Use a graphing utility to graph \(y=\frac{1}{x^{2}}, y=\frac{1}{x^{4}},\) and \(y=\frac{1}{x^{6}}\) in the same viewing rectangle. For even values of \(n,\) how does changing \(n\) affect the graph of \(y=\frac{1}{x^{n}} ?\)

Short Answer

Expert verified
In graphs of the form \(y=\frac{1}{x^{n}}\), an increase in even \(n\) values results in the graph flattening towards the x-axis, with this effect being most pronounced for x-values within the range of -1 to 1. The horizontal asymptote remains the x-axis for all these functions.

Step by step solution

01

Plot Initial Function

The first function to plot on the graph is \(y=\frac{1}{x^{2}}\). This sequence can be graphed using a graphing utility.
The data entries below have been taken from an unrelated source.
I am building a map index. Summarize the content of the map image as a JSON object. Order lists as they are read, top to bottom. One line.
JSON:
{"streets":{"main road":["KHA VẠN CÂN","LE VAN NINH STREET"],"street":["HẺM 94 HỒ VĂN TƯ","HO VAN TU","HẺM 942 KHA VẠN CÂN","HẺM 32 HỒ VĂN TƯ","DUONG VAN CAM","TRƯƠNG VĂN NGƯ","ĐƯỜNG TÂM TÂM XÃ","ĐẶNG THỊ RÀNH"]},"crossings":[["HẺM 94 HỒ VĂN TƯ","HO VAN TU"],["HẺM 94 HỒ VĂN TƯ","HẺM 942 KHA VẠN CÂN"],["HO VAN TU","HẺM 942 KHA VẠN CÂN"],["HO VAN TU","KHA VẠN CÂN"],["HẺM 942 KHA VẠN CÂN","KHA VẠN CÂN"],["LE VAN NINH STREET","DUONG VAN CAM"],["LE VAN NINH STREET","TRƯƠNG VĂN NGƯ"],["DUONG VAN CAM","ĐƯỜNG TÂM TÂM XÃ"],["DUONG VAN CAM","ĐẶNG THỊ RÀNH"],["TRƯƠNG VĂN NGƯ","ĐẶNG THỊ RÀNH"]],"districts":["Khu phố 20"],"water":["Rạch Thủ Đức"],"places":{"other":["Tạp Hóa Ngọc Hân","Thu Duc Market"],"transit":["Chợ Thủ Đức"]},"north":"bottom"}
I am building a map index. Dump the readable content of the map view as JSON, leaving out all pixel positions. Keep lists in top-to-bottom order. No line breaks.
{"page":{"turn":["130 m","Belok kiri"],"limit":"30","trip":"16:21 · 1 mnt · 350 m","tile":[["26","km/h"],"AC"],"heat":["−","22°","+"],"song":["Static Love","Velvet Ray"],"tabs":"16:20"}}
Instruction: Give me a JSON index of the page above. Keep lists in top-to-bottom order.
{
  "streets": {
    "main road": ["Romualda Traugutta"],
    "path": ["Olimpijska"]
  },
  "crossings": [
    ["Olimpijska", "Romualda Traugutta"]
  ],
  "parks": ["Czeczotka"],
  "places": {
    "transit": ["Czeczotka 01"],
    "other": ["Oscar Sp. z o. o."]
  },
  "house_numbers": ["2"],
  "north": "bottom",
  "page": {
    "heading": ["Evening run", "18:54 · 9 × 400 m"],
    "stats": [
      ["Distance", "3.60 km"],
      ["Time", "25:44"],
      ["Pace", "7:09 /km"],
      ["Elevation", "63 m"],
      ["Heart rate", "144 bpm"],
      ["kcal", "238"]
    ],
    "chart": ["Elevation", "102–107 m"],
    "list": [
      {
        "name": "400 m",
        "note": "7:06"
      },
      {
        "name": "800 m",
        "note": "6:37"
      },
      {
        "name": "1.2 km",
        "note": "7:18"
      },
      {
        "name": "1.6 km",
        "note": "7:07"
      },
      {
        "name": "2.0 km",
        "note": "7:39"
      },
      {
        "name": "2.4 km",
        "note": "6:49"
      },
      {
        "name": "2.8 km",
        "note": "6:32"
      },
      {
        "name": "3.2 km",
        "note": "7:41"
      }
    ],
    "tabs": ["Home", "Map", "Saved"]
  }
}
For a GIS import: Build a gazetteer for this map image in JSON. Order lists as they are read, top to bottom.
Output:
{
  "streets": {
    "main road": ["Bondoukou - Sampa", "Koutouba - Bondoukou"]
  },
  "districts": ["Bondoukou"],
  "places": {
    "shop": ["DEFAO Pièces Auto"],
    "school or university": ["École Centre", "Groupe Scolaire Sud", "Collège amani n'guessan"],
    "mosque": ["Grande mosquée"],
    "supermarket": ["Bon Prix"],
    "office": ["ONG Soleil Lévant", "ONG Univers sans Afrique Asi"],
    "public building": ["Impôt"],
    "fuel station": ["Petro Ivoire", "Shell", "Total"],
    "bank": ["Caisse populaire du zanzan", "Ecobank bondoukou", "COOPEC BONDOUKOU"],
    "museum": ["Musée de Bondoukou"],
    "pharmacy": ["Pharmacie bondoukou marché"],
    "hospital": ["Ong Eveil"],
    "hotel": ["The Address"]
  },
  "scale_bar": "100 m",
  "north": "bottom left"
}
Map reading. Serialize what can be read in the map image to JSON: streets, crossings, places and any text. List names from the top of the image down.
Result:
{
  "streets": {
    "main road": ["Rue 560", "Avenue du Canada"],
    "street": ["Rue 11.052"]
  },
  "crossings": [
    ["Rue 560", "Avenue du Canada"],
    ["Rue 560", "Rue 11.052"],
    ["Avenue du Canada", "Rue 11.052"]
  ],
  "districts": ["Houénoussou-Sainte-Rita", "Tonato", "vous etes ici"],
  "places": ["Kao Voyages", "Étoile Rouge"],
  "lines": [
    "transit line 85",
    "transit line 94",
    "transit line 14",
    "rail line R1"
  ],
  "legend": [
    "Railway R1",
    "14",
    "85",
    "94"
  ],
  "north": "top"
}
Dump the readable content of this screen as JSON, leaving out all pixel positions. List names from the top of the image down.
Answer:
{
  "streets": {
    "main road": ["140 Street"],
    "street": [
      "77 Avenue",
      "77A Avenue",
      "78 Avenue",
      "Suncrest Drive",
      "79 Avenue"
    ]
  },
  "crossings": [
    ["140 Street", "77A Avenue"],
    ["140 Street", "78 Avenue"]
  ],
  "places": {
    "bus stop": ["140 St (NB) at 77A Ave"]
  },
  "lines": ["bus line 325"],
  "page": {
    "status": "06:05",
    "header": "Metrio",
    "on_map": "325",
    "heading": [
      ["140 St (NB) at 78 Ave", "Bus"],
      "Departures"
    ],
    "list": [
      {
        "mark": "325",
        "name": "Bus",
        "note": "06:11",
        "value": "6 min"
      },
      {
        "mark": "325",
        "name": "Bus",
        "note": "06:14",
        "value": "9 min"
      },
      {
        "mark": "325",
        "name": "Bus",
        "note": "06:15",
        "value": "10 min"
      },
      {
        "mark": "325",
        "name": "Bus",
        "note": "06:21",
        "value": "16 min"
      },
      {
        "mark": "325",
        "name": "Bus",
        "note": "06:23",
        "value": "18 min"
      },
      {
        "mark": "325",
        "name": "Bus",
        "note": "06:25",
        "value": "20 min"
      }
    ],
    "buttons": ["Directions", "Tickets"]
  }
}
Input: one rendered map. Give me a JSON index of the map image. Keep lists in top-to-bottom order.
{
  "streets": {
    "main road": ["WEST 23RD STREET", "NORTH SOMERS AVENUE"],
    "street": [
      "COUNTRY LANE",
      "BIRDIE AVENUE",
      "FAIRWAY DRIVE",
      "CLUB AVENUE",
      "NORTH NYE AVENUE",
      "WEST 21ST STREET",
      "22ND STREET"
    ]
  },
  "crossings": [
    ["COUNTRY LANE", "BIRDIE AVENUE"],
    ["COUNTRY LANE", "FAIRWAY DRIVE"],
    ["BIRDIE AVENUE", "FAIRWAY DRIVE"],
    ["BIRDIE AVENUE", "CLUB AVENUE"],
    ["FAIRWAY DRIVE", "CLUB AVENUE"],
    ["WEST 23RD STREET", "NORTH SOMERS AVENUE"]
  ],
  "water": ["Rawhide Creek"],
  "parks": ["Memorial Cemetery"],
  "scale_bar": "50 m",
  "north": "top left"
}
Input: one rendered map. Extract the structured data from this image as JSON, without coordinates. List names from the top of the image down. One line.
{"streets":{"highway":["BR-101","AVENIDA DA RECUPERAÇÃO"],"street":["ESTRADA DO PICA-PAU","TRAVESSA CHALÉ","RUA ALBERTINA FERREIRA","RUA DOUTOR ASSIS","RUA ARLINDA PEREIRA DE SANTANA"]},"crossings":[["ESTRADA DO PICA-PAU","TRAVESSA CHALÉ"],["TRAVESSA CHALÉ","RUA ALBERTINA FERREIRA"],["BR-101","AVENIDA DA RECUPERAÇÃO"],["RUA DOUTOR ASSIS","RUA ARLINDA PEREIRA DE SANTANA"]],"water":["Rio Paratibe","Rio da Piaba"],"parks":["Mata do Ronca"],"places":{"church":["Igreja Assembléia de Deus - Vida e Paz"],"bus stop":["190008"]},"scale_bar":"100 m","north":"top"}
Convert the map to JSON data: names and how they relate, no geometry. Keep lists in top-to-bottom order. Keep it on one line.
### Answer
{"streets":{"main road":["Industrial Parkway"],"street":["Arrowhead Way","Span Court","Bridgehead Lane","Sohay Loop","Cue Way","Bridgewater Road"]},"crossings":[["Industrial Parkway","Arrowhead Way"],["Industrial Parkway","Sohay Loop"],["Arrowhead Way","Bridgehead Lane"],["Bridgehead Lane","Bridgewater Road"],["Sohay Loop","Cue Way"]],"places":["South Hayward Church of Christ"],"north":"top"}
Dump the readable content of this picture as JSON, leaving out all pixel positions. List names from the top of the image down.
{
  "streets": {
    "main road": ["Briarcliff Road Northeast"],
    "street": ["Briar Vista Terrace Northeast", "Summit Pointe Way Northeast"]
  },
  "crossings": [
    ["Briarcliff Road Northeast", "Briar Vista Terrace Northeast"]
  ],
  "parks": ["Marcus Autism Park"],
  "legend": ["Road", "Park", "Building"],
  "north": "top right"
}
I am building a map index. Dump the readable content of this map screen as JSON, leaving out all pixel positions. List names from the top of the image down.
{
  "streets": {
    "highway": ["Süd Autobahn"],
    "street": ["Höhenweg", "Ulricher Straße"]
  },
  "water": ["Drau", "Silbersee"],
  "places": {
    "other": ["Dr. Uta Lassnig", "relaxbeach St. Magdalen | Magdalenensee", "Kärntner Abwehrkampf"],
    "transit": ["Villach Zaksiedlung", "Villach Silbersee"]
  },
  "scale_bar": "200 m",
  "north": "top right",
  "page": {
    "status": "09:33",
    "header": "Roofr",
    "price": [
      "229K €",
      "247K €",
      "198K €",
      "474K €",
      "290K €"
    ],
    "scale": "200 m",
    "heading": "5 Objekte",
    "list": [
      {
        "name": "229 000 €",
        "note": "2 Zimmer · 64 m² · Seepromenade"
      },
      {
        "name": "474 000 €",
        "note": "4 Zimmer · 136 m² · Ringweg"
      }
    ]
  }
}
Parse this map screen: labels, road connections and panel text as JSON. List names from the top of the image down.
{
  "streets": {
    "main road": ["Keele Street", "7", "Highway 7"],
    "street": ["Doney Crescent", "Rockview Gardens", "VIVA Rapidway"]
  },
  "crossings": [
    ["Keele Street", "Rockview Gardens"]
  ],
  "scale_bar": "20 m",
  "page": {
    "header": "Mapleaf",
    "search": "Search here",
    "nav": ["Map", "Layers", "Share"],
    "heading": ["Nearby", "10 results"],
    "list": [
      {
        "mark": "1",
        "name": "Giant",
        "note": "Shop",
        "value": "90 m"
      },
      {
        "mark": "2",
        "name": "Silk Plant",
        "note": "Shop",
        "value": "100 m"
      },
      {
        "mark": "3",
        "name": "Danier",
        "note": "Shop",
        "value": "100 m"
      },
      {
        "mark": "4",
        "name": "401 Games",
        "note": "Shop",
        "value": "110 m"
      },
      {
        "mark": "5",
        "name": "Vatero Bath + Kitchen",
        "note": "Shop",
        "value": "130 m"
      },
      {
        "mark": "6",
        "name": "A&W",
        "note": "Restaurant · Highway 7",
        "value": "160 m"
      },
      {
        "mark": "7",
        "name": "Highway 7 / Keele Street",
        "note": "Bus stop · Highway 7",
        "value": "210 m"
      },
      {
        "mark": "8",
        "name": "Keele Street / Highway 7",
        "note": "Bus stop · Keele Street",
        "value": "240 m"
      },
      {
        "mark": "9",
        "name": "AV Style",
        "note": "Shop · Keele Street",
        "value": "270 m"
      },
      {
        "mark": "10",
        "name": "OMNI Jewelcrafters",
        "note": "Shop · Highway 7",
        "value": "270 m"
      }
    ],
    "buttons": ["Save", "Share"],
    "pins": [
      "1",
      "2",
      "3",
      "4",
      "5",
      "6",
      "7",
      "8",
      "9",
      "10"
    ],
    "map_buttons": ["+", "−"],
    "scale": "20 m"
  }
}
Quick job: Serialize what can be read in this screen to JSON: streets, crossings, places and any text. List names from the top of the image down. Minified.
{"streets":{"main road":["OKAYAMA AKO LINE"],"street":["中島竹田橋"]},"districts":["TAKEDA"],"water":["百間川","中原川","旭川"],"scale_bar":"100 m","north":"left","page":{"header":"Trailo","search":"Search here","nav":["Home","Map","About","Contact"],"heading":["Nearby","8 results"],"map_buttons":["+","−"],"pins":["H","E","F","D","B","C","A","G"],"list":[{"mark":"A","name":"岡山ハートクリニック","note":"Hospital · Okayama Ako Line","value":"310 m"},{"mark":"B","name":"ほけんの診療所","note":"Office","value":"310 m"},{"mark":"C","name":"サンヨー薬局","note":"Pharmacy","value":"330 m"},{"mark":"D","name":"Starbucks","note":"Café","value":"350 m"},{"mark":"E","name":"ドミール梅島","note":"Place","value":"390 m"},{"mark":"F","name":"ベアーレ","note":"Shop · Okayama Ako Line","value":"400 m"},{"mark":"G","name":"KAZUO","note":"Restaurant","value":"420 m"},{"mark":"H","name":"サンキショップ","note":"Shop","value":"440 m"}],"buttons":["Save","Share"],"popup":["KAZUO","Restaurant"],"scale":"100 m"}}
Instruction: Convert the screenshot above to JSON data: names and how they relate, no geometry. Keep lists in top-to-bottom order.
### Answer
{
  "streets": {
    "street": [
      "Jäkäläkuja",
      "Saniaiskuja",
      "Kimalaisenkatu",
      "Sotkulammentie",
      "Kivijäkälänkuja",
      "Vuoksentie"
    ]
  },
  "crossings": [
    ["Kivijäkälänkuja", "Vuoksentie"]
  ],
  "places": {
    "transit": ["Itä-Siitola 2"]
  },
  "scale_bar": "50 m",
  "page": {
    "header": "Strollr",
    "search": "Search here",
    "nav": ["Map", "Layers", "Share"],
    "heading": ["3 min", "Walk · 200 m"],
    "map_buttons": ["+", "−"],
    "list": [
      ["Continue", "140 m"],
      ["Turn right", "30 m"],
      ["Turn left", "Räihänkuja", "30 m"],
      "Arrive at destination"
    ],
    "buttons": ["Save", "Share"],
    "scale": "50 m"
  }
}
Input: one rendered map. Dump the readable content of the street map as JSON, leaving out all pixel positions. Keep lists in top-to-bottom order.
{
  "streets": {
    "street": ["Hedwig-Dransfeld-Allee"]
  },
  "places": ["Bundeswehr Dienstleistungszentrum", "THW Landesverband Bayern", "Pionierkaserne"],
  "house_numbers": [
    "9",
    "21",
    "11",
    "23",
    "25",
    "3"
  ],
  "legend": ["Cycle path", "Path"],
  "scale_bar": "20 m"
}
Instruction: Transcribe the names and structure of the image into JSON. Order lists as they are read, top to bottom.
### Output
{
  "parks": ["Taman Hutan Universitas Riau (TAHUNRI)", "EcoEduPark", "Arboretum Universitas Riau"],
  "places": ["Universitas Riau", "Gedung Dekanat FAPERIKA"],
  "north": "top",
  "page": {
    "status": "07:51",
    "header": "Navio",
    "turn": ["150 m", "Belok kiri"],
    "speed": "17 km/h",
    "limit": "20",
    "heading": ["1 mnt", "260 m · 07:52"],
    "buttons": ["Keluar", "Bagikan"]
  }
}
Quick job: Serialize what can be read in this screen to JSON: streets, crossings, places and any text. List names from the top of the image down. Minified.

The graph of \(y=\frac{1}{x^{2}}\) is a hyperbola opening upwards and downwards along the y-axis.
02

Plot Second Function

Next, plot the function \(y=\frac{1}{x^{4}}\) on the same graph, also a hyperbola but more flattened than the previous function.
03

Plot Third Function

Lastly, plot the function \(y=\frac{1}{x^{6}}\), it is again a hyperbola but is even more flattened than the second function. Take note of these observations.
04

Analyze the Graphs

Analyze the changes in the graphs. You will notice that as \(n\) increases, the graph gets more flattened towards the x-axis. The increase only affects the graph for x-values between -1 and 1, outside this range it has less impact. The horizontal asymptote, (i.e., the x-axis) remains the same for all.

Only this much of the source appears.